Snowflake Platform Adapter

Tags reference python-api snowflake

The Snowflake adapter provides cloud-native data warehouse execution with elastic compute and automatic optimization.

Overview

Snowflake is a multi-cloud Data Cloud platform that provides:

  • Multi-cloud support - Available on AWS, Azure, and GCP

  • Storage-compute separation - Independent scaling of storage and compute

  • Elastic compute - Scale warehouses up/down

  • Multi-cluster warehouses - Concurrency scaling capabilities

  • Zero-copy cloning - Instant data cloning for testing

  • Time Travel - Query historical data (up to 90 days)

  • Micro-partitions - Self-optimizing data organization

Common use cases:

  • Multi-cloud analytics workloads

  • Variable workload patterns (auto-suspend/resume)

  • Multi-tenant benchmarking environments

  • Enterprise-scale data warehousing

  • Testing with per-second billing

Quick Start

Basic Configuration

from benchbox.tpch import TPCH
from benchbox.platforms.snowflake import SnowflakeAdapter

# Connect to Snowflake
adapter = SnowflakeAdapter(
    account="xy12345.us-east-1",
    username="benchbox_user",
    password="secure_password_123",
    warehouse="COMPUTE_WH",
    database="BENCHBOX",
    schema="PUBLIC"
)

# Run benchmark
benchmark = TPCH(scale_factor=1.0)
results = benchmark.run_with_platform(adapter)

print(f"Completed in {results.total_execution_time:.2f}s")

API Reference

SnowflakeAdapter Class

class SnowflakeAdapter(**config)[source]

Bases: PlatformAdapter

Snowflake platform adapter with cloud data warehouse optimizations.

__init__(**config)[source]

Initialize the platform adapter with configuration.

Parameters:

**config – Platform-specific configuration options

property platform_name: str

Return the name of this database platform.

Default implementation returns the class name.
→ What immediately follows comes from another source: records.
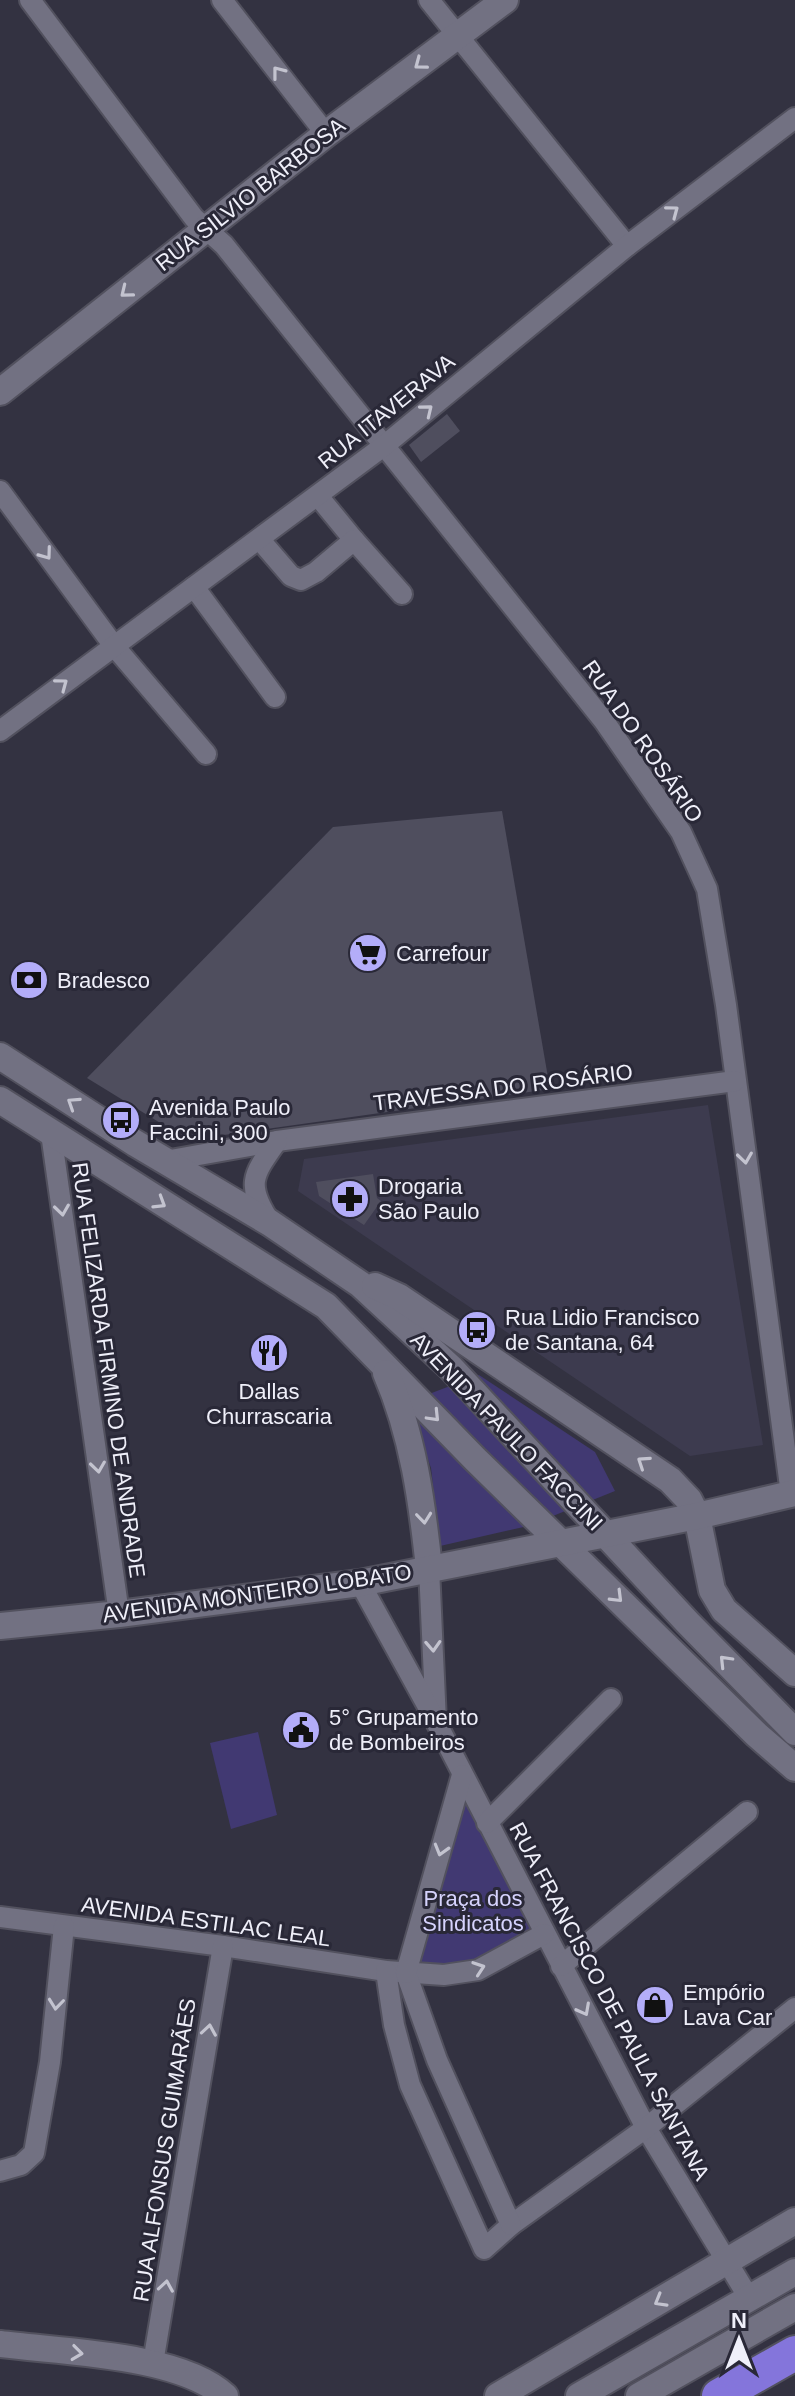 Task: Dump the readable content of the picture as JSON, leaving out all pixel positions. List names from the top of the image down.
{
  "streets": {
    "main road": ["RUA SILVIO BARBOSA", "AVENIDA PAULO FACCINI", "AVENIDA MONTEIRO LOBATO"],
    "street": [
      "RUA ITAVERAVA",
      "RUA DO ROSÁRIO",
      "TRAVESSA DO ROSÁRIO",
      "RUA FELIZARDA FIRMINO DE ANDRADE",
      "AVENIDA ESTILAC LEAL",
      "RUA FRANCISCO DE PAULA SANTANA",
      "RUA ALFONSUS GUIMARÃES"
    ]
  },
  "crossings": [
    ["RUA SILVIO BARBOSA", "RUA DO ROSÁRIO"],
    ["RUA ITAVERAVA", "RUA DO ROSÁRIO"],
    ["RUA DO ROSÁRIO", "TRAVESSA DO ROSÁRIO"],
    ["RUA DO ROSÁRIO", "AVENIDA MONTEIRO LOBATO"],
    ["TRAVESSA DO ROSÁRIO", "AVENIDA PAULO FACCINI"],
    ["RUA FELIZARDA FIRMINO DE ANDRADE", "AVENIDA PAULO FACCINI"],
    ["RUA FELIZARDA FIRMINO DE ANDRADE", "AVENIDA MONTEIRO LOBATO"],
    ["AVENIDA PAULO FACCINI", "AVENIDA MONTEIRO LOBATO"],
    ["AVENIDA MONTEIRO LOBATO", "RUA FRANCISCO DE PAULA SANTANA"],
    ["AVENIDA ESTILAC LEAL", "RUA FRANCISCO DE PAULA SANTANA"],
    ["AVENIDA ESTILAC LEAL", "RUA ALFONSUS GUIMARÃES"]
  ],
  "one_way": ["RUA SILVIO BARBOSA", "RUA ITAVERAVA", "RUA FELIZARDA FIRMINO DE ANDRADE"],
  "parks": ["Praça dos Sindicatos"],
  "places": {
    "supermarket": ["Carrefour"],
    "bank": ["Bradesco"],
    "bus stop": ["Avenida Paulo Faccini, 300", "Rua Lidio Francisco de Santana, 64"],
    "pharmacy": ["Drogaria São Paulo"],
    "restaurant": ["Dallas Churrascaria"],
    "public building": ["5° Grupamento de Bombeiros"],
    "shop": ["Empório Lava Car"]
  },
  "north": "top"
}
Concrete adapters may override to provide a user-friendly display name. Tests may instantiate lightweight mock adapters without overriding this property.

static add_cli_arguments(parser)[source]

Add Snowflake-specific CLI arguments.

classmethod from_config(config)[source]

Create Snowflake adapter from unified configuration.

get_platform_info(connection=None)[source]

Get Snowflake platform information.

Captures comprehensive Snowflake configuration including: - Snowflake version - Warehouse size and auto-suspend/resume settings - Multi-cluster warehouse configuration - Cloud provider and region - Account edition (best effort)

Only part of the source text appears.